27.5. Sie kennen nur die eine Seite von mir - das 'normale' Mädchen, dass immer für einen Spaß und Party zu haben ist. Meine andere Seite, die des depressiven, selbstzerstörerischen, einsamen Mädchens, das mit zwei Terroristen zusammenlebt, weil es selbst eine Terroristin ist, kennt niemand. Weil ich niemanden kenne, dem ich die komplette Wahrheit über mich anvertrauen könnte, ohne ihm dabei nie wieder in die Augen sehen zu können.

13.8. Bin ich stolz auf unsere Sache? Heute nicht. Sie fesselt mich an meine Entscheidung, unterzutauchen. Meine Bekannten sind heute alle weg, der eine Kreis bei einem Mädel, mit dem ich nix zu tun haben will, weil sie mich von früher kennt, und der andere Kreis mit Uwe bei einem, den ich zwar kenne, aber niemand hat mich gefragt, ob ich Lust hätte mitzukommen.. und selbst wenn, ich komme mir oft genug total überflüssig vor.

Dazu hatte ich heut noch Stress mit einem guten Freund vom anderen Uwe. Ich hab ihn im ICQ angeschrieben und er meinte, ich solle bitte aufhören ihm zu schreiben weil wir keine Freunde sein könnten. Er weiß was und hat Angst, denke ich.

Na gut, ich hätts mir denken können. Wobei ich noch immer ein schlechtes Gewissen habe.. ich tue soviel aus Berechnung. Von daher habe ich soviel Schlechtes, das mir widerfährt, wohl auch verdient. Die Waschmaschine kaputt, der Schlüssel zur Waffenkammer abgebrochen. Ich habe eine von Uwe geschmiert gekriegt. Er ist manchmal unausstehlich.

28.10. Wenn ich ehrlich zu mir bin, hab ich mich anfangs nur mit ihm angefreundet, um besser an den anderen Uwe ranzukommen und um mehr Leute zu haben, mehr Spaß. Spaß war damals, wo die nationale Bewegung war. Daraus ist dann aber mehr geworden.
Doch etwas Berechnung muss ich mir noch eingestehen. Ich kanns nicht ändern und ich schäme mich dafür.

Dabei könnte ich ja eigentlich mit dem Scheiß aufhören. Aber ich kann nicht. Ich hab wirklich eine zu große Begabung, Leute zu verletzen und mich selbst verletzen zu lassen. Ich bin eindeutig ein schlechter Mensch. Aber wer sagt uns eigentlich, was richtig ist und was falsch? ich habe nie Jura studiert, ich selbst scheine es nicht zu können, denn ich scheine das Falsche magisch anzuziehen.

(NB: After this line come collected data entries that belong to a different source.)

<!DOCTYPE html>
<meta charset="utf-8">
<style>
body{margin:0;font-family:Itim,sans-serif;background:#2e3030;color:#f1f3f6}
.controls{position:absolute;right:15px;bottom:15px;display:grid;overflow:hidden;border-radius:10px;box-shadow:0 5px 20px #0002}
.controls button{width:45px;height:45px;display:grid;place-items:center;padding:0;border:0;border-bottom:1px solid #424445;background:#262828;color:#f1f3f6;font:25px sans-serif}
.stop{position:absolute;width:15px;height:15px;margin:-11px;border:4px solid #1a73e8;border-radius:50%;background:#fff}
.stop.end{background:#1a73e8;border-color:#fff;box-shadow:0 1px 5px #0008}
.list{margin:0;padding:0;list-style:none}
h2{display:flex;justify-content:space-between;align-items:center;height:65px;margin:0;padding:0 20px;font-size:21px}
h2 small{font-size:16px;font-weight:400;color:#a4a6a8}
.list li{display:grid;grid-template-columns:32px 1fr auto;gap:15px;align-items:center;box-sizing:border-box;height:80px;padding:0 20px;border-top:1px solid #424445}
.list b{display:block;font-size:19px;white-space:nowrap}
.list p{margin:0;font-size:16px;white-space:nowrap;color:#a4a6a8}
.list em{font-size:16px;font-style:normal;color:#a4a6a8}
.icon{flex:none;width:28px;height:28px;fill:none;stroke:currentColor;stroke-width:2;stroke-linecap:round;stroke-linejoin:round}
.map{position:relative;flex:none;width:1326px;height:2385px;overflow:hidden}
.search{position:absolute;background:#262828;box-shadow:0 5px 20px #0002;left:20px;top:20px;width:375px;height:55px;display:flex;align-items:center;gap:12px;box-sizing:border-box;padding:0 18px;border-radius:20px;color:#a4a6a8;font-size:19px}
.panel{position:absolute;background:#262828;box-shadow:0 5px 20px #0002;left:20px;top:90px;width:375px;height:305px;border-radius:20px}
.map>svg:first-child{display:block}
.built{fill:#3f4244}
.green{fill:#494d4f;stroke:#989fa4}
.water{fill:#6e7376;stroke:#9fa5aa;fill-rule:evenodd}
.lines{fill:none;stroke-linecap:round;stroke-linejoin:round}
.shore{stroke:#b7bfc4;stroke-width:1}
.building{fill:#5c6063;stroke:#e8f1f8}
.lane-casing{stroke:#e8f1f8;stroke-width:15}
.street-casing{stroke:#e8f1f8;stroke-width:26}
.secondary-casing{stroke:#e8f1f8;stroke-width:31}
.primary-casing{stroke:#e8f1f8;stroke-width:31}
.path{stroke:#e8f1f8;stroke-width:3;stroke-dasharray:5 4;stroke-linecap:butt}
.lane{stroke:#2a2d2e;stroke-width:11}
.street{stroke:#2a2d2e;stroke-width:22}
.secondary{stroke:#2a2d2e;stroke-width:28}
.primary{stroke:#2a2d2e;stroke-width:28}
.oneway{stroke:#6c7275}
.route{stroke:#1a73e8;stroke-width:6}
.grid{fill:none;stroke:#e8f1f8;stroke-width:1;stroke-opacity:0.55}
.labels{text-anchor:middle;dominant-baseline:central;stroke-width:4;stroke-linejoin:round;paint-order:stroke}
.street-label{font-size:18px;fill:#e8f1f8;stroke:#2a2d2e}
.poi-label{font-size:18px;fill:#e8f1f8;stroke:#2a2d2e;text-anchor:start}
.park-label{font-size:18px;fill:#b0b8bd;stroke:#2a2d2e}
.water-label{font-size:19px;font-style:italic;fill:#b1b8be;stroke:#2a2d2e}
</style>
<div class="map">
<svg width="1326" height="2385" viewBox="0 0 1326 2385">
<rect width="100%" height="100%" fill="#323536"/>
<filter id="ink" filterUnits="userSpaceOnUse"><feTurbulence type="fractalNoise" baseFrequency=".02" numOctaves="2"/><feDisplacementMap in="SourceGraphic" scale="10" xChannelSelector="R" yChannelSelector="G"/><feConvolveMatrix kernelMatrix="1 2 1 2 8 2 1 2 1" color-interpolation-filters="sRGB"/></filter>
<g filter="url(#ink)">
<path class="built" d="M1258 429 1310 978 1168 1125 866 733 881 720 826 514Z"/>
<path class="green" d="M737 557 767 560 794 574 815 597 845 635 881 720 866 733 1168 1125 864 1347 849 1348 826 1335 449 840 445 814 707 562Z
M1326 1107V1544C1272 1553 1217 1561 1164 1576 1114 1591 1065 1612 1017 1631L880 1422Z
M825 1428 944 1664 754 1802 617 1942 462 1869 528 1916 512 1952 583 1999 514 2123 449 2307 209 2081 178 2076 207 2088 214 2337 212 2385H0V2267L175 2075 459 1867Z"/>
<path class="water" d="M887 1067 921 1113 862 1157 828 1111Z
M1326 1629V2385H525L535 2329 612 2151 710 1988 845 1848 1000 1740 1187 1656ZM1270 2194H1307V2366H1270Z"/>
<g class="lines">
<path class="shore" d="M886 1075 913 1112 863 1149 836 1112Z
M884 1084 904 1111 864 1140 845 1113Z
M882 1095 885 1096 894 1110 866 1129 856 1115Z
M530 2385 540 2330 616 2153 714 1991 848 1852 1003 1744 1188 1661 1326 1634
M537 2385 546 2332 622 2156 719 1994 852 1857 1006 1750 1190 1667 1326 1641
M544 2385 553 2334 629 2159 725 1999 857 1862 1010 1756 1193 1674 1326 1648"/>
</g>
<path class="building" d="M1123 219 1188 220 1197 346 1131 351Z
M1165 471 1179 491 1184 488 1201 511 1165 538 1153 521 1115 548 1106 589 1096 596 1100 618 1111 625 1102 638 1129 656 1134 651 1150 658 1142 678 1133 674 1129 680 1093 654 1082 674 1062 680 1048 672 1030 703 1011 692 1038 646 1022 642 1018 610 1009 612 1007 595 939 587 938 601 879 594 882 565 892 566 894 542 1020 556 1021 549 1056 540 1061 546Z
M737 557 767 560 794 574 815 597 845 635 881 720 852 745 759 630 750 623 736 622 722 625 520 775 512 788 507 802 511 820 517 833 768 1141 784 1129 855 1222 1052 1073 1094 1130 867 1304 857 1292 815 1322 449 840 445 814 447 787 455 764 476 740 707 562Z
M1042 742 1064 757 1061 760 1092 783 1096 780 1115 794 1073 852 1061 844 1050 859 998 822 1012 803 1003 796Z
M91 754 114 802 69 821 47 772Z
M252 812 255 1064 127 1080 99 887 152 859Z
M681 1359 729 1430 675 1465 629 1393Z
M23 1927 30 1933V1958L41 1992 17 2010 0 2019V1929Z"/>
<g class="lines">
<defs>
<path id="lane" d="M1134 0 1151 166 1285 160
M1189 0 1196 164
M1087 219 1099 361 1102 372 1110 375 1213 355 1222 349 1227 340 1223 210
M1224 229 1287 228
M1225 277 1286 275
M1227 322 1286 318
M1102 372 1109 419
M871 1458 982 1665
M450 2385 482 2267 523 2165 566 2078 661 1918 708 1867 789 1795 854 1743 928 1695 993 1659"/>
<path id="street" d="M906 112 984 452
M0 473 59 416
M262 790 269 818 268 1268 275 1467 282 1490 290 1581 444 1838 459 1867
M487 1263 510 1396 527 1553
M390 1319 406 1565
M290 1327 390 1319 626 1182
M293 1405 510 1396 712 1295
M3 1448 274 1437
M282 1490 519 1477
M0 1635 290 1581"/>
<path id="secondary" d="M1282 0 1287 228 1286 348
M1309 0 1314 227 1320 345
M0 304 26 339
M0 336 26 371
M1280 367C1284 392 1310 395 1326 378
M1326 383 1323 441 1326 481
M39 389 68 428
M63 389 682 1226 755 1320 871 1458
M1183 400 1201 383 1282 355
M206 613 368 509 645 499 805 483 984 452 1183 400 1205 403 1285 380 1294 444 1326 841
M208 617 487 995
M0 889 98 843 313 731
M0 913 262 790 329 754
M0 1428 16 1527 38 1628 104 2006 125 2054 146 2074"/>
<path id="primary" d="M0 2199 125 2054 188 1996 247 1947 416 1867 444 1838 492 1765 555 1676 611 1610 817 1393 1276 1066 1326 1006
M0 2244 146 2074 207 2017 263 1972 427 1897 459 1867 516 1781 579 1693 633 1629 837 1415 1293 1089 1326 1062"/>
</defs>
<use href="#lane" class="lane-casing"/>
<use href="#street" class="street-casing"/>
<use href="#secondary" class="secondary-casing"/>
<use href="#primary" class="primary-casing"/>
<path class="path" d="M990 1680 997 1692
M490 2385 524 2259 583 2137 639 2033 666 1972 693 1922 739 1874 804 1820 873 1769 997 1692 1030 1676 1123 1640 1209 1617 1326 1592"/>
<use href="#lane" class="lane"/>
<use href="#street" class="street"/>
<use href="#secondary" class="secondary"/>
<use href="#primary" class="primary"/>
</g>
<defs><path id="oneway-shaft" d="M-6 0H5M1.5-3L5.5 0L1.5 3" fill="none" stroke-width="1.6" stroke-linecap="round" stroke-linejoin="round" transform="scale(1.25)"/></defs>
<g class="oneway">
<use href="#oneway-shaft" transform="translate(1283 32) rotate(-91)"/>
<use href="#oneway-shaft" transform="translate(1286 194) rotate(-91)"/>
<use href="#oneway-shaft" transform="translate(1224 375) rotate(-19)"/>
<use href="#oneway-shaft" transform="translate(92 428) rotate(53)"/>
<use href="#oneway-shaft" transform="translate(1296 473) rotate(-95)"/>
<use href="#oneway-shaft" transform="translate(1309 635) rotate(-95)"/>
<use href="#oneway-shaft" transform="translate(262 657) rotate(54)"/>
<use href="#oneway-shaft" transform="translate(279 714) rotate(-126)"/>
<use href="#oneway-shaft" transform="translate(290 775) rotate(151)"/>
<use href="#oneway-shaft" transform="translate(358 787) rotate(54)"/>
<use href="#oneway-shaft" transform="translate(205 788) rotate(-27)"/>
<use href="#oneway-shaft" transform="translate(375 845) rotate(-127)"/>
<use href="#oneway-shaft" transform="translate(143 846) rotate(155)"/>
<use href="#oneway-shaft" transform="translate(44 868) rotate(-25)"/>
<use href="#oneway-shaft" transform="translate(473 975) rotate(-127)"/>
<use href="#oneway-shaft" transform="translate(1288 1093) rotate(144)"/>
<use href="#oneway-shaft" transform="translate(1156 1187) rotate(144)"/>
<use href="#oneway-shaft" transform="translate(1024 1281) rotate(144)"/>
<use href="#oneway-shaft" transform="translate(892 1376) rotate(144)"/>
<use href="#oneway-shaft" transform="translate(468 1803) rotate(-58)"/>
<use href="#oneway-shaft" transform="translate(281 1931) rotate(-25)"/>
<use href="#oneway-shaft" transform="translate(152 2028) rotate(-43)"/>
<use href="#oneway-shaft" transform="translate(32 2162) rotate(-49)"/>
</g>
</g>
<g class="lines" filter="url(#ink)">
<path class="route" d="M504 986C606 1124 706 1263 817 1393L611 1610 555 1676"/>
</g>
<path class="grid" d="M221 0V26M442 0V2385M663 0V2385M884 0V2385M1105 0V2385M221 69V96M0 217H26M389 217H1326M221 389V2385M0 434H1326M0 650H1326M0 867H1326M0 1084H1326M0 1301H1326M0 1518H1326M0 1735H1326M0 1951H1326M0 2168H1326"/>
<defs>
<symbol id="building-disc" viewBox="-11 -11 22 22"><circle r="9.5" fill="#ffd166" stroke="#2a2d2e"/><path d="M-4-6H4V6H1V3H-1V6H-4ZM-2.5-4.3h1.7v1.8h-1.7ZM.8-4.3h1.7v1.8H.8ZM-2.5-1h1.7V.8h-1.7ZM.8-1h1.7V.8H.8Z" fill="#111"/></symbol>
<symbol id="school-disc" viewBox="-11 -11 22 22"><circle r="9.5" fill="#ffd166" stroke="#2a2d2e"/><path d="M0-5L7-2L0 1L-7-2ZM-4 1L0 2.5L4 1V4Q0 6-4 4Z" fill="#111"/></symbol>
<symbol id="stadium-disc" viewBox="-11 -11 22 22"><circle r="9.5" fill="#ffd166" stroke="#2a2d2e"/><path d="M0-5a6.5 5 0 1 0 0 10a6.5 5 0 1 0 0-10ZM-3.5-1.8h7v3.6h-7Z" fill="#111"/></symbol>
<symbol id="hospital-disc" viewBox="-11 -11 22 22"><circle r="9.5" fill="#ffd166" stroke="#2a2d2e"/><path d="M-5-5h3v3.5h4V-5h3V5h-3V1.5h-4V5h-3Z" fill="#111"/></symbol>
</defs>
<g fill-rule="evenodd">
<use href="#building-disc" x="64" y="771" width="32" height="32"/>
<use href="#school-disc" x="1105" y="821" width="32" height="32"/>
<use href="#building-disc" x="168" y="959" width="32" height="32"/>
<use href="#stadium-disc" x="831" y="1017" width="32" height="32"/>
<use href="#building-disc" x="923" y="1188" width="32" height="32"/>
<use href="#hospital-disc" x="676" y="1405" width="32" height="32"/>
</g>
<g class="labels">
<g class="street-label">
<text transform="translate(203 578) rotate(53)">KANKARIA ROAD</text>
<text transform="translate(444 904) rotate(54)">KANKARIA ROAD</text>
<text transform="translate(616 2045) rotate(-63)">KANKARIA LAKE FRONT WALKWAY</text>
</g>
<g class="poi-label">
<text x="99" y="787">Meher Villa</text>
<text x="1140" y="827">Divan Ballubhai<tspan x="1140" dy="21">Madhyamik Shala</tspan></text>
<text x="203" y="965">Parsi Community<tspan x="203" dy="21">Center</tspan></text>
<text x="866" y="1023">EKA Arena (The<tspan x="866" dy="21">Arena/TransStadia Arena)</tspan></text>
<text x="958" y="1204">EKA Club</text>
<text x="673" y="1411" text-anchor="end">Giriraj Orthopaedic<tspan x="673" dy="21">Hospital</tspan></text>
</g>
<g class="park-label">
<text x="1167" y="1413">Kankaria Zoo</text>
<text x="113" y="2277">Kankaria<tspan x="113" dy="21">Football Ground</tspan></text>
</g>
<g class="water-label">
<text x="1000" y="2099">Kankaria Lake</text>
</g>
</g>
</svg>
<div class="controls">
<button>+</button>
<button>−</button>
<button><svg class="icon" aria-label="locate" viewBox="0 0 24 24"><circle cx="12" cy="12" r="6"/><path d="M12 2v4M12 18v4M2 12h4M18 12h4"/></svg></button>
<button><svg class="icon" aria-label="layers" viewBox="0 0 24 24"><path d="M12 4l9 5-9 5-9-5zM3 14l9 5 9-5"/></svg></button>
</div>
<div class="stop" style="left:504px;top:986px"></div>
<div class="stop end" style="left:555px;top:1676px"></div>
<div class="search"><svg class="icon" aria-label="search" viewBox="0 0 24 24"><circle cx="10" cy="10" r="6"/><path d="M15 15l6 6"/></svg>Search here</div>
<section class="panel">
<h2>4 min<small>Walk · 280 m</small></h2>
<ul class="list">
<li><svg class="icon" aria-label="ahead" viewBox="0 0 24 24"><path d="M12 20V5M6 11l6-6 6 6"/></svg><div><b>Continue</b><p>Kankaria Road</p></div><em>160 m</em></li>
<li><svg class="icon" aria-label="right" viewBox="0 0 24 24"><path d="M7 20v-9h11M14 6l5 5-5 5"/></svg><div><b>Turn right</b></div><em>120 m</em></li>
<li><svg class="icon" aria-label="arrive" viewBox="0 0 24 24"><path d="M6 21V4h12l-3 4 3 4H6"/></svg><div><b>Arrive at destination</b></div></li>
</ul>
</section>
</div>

11.11. Ich grüble oft, wieso manche Menschen eigentlich nur Glück habe? Ich kenne ja so eine seit 12 Jahren und sie hat noch nie etwas Unschönes erleben müssen wie ich. Flucht, Vertreibung, falscher Name. Ich stecke mir eine Zigarette an, mir wird davon schwindlig werden. Ich mache eine Tüte Chips auf und fresse, bis mir übel wird. Vielleicht nehme ich nachher die Klinge nehme und schneide mich. Gestern hab ich mich ausversehen zweimal in den Finger geschnitten, hat geblutet wie Sau.

Vor etwa 2 Stunden war ich wieder am Heulen. Ich will raus hier, aber es geht nicht.. vor mir liegt nur eine unglaubliche Leere die sich auch weiterhin halten wird. ich bin am dahinsiechen, ich weiß nicht, wer ich bin und wer ich war. Ein Fremder vor mir selbst und neu für mich und alt, wenn ich im Spiegel sehe.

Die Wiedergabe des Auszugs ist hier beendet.